In un precedente articolo intitolato “Addio alla Discarica” ci si compiaceva del fatto che ha distanza di 10 anni dal recepimento della normativa europea in merito, fossimo  in grado di applicarla, non considerando però che l’Italia è un paese che negli ultimi 20 anni non ha saputo adeguarsi…  Rimaniamo balorditi per il continuo ripetersi di proroghe che susseguendosi uno dopo l’altra, vengono applicate ad un settore già di per se complicato e al quale le aziende che vi operano devono continuamente adeguarsi…

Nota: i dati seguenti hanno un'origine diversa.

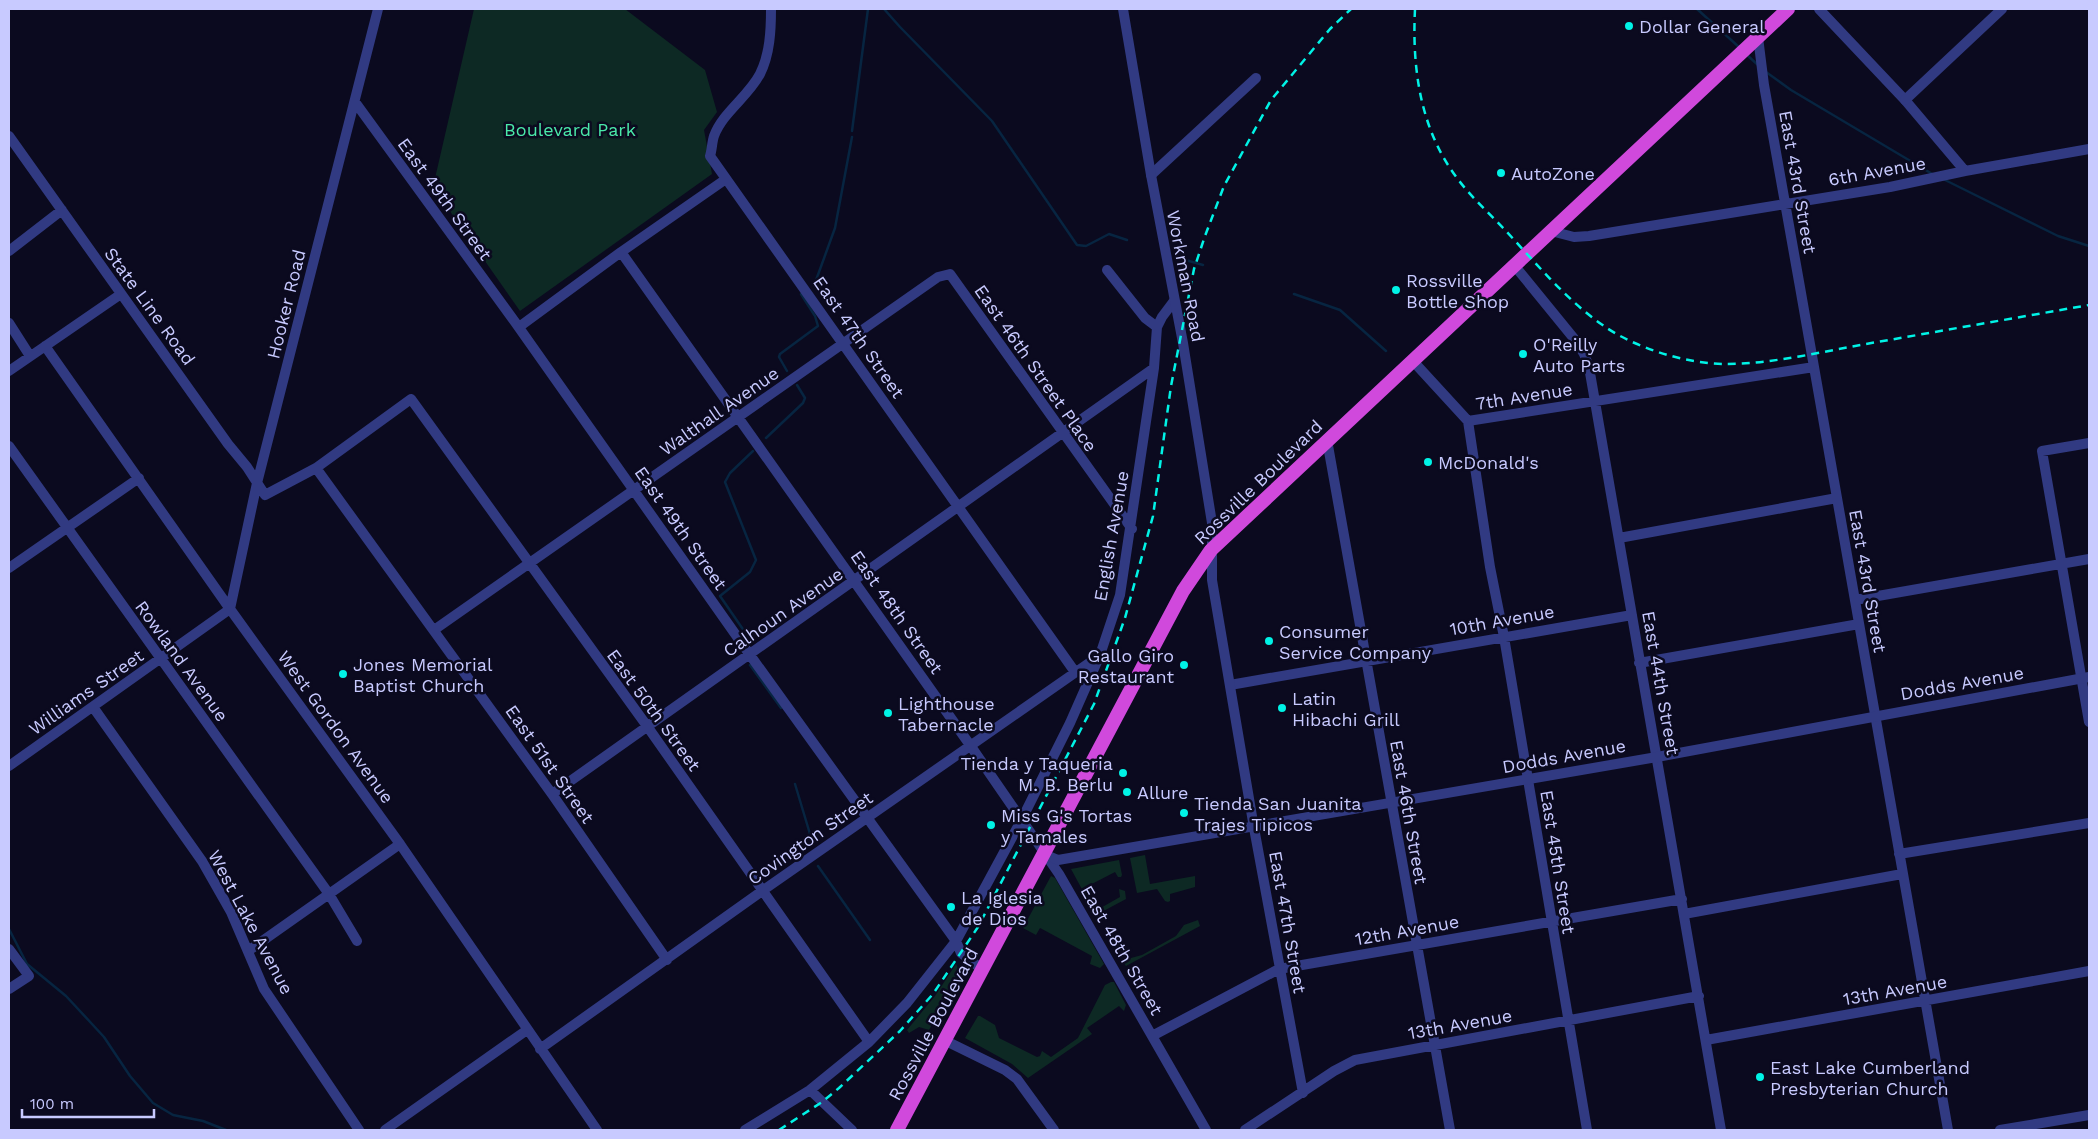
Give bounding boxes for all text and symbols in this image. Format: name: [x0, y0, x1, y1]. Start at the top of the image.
place label: Dollar General: [1639, 16, 1765, 37]
marker: Dollar General: [1623, 20, 1635, 32]
street label: East 43rd Street: [1775, 109, 1821, 256]
park label: Boulevard Park: [504, 119, 636, 140]
street label: East 49th Street: [394, 134, 497, 265]
street label: 6th Avenue: [1827, 152, 1927, 190]
place label: AutoZone: [1511, 163, 1595, 184]
marker: AutoZone: [1495, 167, 1507, 179]
street label: Workman Road: [1163, 208, 1209, 344]
street label: State Line Road: [100, 243, 200, 369]
street label: Hooker Road: [262, 247, 310, 361]
place label: Rossville Bottle Shop: [1406, 270, 1509, 312]
street label: East 47th Street: [809, 272, 909, 402]
street label: East 46th Street Place: [970, 280, 1102, 456]
marker: Rossville Bottle Shop: [1390, 284, 1402, 296]
place label: O'Reilly Auto Parts: [1533, 334, 1625, 376]
marker: O'Reilly Auto Parts: [1517, 348, 1529, 360]
street label: Walthall Avenue: [656, 362, 782, 460]
street label: 7th Avenue: [1474, 378, 1574, 414]
street label: Rossville Boulevard: [1190, 415, 1326, 549]
place label: McDonald's: [1438, 452, 1539, 473]
marker: McDonald's: [1422, 456, 1434, 468]
street label: East 49th Street: [631, 462, 732, 594]
street label: English Avenue: [1089, 469, 1133, 603]
street label: East 43rd Street: [1845, 508, 1891, 655]
street label: East 48th Street: [847, 546, 948, 678]
street label: Calhoun Avenue: [719, 563, 847, 661]
street label: Rowland Avenue: [131, 596, 233, 726]
street label: 10th Avenue: [1448, 600, 1556, 640]
street label: East 44th Street: [1638, 609, 1684, 757]
place label: Consumer Service Company: [1279, 621, 1432, 663]
marker: Consumer Service Company: [1263, 635, 1275, 647]
street label: Williams Street: [25, 644, 148, 739]
street label: East 50th Street: [603, 645, 706, 775]
place label: Gallo Giro Restaurant: [1078, 645, 1174, 687]
street label: West Gordon Avenue: [274, 647, 398, 807]
place label: Jones Memorial Baptist Church: [353, 654, 493, 696]
marker: Gallo Giro Restaurant: [1178, 659, 1190, 671]
street label: Dodds Avenue: [1899, 662, 2025, 704]
marker: Jones Memorial Baptist Church: [337, 668, 349, 680]
place label: Latin Hibachi Grill: [1292, 688, 1400, 730]
place label: Lighthouse Tabernacle: [898, 693, 995, 735]
street label: East 51st Street: [501, 701, 599, 828]
marker: Latin Hibachi Grill: [1276, 702, 1288, 714]
marker: Lighthouse Tabernacle: [882, 707, 894, 719]
street label: Dodds Avenue: [1501, 735, 1627, 777]
street label: East 46th Street: [1386, 738, 1432, 886]
place label: Tienda y Taqueria M. B. Berlu: [961, 753, 1113, 795]
marker: Tienda y Taqueria M. B. Berlu: [1117, 767, 1129, 779]
place label: Allure: [1137, 782, 1188, 803]
marker: Allure: [1121, 786, 1133, 798]
street label: Covington Street: [743, 787, 877, 889]
street label: East 45th Street: [1536, 789, 1580, 936]
place label: Tienda San Juanita Trajes Tipicos: [1194, 793, 1361, 835]
place label: Miss G's Tortas y Tamales: [1001, 805, 1132, 847]
marker: Tienda San Juanita Trajes Tipicos: [1178, 807, 1190, 819]
marker: Miss G's Tortas y Tamales: [985, 819, 997, 831]
street label: West Lake Avenue: [204, 846, 298, 998]
street label: East 47th Street: [1265, 849, 1311, 995]
street label: East 48th Street: [1076, 882, 1168, 1019]
place label: La Iglesia de Dios: [961, 887, 1043, 929]
marker: La Iglesia de Dios: [945, 901, 957, 913]
street label: 12th Avenue: [1353, 911, 1461, 949]
street label: Rossville Boulevard: [884, 944, 982, 1104]
street label: 13th Avenue: [1841, 971, 1949, 1009]
street label: 13th Avenue: [1406, 1005, 1514, 1043]
place label: East Lake Cumberland Presbyterian Church: [1770, 1057, 1970, 1099]
marker: East Lake Cumberland Presbyterian Church: [1754, 1071, 1766, 1083]
scale bar: [22, 1086, 155, 1118]
text: 100 m: [30, 1095, 74, 1113]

Entrato in vigore martedì 15 gennaio 2013 Il Decreto Legge 14 gennaio 2013, n. 1 primo decreto-legge approvato dal Governo nel nuovo anno, intitolato “Disposizioni urgenti per il superamento di situazioni di criticita’ nella gestione dei rifiuti e di taluni fenomeni di inquinamento ambientale” proroga il Dlgs 36/2003 apportando modifiche per quanto riguarda lo smaltimento in discarica dei rifiuti con potere calorifico inferiore (Pci) maggiore a 13mila kj/kg, che sarà di fatto consentito fino al 31 dicembre 2013.

L’ultima proroga all’ammissibilità degli stessi era già stata prevista dal Dl 216/2011 che di fatto già prorogava il DLgs 36/03.

Il provvedimento è stato pubblicato sulla Gazzetta Ufficiale n.11 del 14-1-2013.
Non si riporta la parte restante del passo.